Task item:
Gather all lines in the entries below that include the word "nowrap".

Stored data entries:
-- -- --

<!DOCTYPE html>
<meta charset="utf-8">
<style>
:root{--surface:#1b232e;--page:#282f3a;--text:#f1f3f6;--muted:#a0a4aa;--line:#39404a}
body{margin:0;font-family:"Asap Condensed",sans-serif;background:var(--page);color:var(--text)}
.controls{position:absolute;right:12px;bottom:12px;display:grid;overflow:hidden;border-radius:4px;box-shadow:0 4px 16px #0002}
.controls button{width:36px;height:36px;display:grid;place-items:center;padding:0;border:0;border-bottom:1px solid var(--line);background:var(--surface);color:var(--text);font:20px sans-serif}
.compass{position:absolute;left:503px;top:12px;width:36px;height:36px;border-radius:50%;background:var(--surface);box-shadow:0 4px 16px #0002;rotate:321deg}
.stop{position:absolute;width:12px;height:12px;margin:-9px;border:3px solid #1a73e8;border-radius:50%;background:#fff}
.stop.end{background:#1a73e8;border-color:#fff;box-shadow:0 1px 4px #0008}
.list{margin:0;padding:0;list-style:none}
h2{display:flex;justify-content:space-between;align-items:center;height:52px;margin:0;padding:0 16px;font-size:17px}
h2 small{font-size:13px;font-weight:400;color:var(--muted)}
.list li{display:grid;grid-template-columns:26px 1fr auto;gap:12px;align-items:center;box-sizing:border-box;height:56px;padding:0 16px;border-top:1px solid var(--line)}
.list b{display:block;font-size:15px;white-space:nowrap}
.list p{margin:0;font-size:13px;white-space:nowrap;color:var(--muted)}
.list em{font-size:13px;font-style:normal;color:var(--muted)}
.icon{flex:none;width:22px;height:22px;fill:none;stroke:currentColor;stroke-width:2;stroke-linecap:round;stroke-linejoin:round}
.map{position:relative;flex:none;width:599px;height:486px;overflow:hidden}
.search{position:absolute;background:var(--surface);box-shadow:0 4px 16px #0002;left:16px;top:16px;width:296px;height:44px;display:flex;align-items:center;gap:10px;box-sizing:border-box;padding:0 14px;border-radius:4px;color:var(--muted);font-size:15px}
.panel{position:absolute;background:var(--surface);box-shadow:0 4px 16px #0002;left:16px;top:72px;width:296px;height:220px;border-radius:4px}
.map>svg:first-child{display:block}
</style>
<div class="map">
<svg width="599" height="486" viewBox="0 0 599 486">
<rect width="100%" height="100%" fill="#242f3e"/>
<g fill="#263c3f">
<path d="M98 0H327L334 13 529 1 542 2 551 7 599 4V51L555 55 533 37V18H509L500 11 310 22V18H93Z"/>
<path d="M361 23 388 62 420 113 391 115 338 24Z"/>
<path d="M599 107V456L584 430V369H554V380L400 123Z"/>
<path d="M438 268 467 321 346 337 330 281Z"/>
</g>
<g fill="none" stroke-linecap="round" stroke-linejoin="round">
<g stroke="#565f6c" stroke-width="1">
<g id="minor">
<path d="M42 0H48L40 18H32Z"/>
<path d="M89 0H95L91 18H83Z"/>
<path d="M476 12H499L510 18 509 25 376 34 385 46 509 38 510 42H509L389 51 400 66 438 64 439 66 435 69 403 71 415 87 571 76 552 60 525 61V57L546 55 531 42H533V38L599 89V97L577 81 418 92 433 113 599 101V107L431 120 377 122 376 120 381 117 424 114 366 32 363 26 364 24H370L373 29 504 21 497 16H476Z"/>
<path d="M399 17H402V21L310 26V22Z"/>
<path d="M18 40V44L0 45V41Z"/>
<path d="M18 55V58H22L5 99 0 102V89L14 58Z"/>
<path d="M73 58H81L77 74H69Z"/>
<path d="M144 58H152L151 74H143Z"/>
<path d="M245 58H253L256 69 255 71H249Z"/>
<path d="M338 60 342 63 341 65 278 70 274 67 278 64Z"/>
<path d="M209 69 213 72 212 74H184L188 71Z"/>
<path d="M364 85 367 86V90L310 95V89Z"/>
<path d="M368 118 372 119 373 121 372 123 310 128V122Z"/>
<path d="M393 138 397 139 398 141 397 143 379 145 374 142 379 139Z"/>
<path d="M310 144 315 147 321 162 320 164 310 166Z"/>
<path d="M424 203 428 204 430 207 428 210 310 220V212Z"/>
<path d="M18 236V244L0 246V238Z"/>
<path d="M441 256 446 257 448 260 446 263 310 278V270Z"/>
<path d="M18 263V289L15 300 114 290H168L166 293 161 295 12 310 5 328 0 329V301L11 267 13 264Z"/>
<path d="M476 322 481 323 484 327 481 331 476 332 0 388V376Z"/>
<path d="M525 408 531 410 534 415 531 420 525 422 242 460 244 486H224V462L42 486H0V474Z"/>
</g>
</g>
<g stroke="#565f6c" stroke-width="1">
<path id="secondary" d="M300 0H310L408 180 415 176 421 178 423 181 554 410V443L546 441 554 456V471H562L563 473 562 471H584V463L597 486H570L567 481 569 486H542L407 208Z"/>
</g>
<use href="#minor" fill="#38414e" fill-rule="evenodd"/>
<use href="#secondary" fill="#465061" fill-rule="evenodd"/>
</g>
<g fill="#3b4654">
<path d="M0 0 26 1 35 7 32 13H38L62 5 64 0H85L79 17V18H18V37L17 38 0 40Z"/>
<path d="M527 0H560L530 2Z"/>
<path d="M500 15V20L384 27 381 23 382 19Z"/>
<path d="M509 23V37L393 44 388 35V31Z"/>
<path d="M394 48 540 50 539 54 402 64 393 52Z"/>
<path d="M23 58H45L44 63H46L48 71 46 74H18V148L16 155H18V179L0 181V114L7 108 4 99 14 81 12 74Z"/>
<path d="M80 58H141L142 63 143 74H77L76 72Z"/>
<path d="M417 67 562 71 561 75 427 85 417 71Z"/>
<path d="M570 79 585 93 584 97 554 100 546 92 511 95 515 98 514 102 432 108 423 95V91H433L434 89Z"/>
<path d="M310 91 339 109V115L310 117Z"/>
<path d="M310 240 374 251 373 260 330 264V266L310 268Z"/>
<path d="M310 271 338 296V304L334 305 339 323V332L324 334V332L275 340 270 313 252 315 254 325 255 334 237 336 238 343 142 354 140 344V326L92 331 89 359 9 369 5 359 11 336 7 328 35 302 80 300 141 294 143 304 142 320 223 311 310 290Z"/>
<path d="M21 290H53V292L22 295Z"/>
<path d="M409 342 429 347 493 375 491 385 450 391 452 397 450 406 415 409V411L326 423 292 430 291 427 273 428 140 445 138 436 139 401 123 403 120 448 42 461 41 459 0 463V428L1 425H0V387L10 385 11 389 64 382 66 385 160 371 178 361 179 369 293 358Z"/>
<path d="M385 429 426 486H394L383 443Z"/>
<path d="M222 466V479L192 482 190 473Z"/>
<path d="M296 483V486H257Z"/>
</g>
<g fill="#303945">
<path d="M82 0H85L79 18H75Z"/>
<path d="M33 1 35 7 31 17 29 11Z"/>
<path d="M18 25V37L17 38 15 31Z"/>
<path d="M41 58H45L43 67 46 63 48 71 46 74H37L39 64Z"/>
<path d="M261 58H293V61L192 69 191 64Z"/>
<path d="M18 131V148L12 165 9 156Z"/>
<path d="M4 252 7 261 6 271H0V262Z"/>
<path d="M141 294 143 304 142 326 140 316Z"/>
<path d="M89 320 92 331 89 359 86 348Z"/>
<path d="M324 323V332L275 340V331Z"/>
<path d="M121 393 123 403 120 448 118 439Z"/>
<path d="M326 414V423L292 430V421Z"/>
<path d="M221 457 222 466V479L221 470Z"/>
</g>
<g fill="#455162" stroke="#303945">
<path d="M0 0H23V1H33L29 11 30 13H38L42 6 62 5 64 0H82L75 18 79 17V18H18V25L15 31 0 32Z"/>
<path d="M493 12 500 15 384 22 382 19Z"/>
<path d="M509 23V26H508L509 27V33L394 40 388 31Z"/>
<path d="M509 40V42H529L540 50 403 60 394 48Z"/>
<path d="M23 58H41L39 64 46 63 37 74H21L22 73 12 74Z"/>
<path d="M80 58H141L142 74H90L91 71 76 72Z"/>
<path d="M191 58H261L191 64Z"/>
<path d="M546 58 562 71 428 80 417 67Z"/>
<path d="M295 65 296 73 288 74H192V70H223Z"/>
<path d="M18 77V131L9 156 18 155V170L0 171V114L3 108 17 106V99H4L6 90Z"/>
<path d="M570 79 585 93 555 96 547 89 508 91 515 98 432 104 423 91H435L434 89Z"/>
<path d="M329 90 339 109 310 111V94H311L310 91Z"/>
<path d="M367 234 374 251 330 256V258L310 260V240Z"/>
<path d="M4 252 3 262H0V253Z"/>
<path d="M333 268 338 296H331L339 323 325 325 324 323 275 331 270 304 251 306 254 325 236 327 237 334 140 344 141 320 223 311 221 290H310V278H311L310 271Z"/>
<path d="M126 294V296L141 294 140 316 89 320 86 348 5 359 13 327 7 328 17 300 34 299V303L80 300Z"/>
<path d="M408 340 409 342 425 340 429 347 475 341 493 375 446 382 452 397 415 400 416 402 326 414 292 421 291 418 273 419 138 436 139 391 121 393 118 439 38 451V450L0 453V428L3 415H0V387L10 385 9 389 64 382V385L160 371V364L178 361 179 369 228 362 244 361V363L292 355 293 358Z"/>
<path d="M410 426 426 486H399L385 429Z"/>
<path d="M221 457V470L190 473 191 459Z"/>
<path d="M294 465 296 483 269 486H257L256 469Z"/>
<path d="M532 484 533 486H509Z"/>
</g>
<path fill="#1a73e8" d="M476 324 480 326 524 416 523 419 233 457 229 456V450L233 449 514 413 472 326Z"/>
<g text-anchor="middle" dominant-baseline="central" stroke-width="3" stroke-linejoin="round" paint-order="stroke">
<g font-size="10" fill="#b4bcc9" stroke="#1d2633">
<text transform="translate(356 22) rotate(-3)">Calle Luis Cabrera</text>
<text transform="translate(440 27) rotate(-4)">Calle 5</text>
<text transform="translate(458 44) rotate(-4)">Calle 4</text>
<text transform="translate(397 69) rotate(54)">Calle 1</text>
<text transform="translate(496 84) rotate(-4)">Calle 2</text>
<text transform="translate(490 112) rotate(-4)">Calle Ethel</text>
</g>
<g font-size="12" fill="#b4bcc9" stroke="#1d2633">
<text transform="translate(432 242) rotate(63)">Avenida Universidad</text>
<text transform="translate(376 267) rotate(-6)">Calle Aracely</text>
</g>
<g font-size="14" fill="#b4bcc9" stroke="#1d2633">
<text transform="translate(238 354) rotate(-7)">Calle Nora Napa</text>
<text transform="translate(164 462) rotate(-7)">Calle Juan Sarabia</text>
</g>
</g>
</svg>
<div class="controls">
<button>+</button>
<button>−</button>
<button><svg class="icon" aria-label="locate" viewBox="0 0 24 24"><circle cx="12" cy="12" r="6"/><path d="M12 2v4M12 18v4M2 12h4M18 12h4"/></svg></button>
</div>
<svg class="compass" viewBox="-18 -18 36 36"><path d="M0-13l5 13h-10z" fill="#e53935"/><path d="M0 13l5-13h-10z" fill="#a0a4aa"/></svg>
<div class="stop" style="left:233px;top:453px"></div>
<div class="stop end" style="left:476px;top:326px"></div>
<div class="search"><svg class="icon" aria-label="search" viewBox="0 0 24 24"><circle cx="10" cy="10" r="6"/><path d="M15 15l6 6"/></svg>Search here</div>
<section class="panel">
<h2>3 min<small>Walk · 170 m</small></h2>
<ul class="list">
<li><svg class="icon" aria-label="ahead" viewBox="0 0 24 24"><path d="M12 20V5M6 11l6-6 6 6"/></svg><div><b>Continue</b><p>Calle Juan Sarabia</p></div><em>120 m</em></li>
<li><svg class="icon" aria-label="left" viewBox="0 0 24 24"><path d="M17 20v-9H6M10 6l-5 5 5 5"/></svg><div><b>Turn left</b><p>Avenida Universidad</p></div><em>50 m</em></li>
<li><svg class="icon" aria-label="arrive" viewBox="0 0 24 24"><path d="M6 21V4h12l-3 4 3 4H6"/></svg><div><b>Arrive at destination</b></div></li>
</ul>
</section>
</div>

-- -- --

Task output:
.list b{display:block;font-size:15px;white-space:nowrap}
.list p{margin:0;font-size:13px;white-space:nowrap;color:var(--muted)}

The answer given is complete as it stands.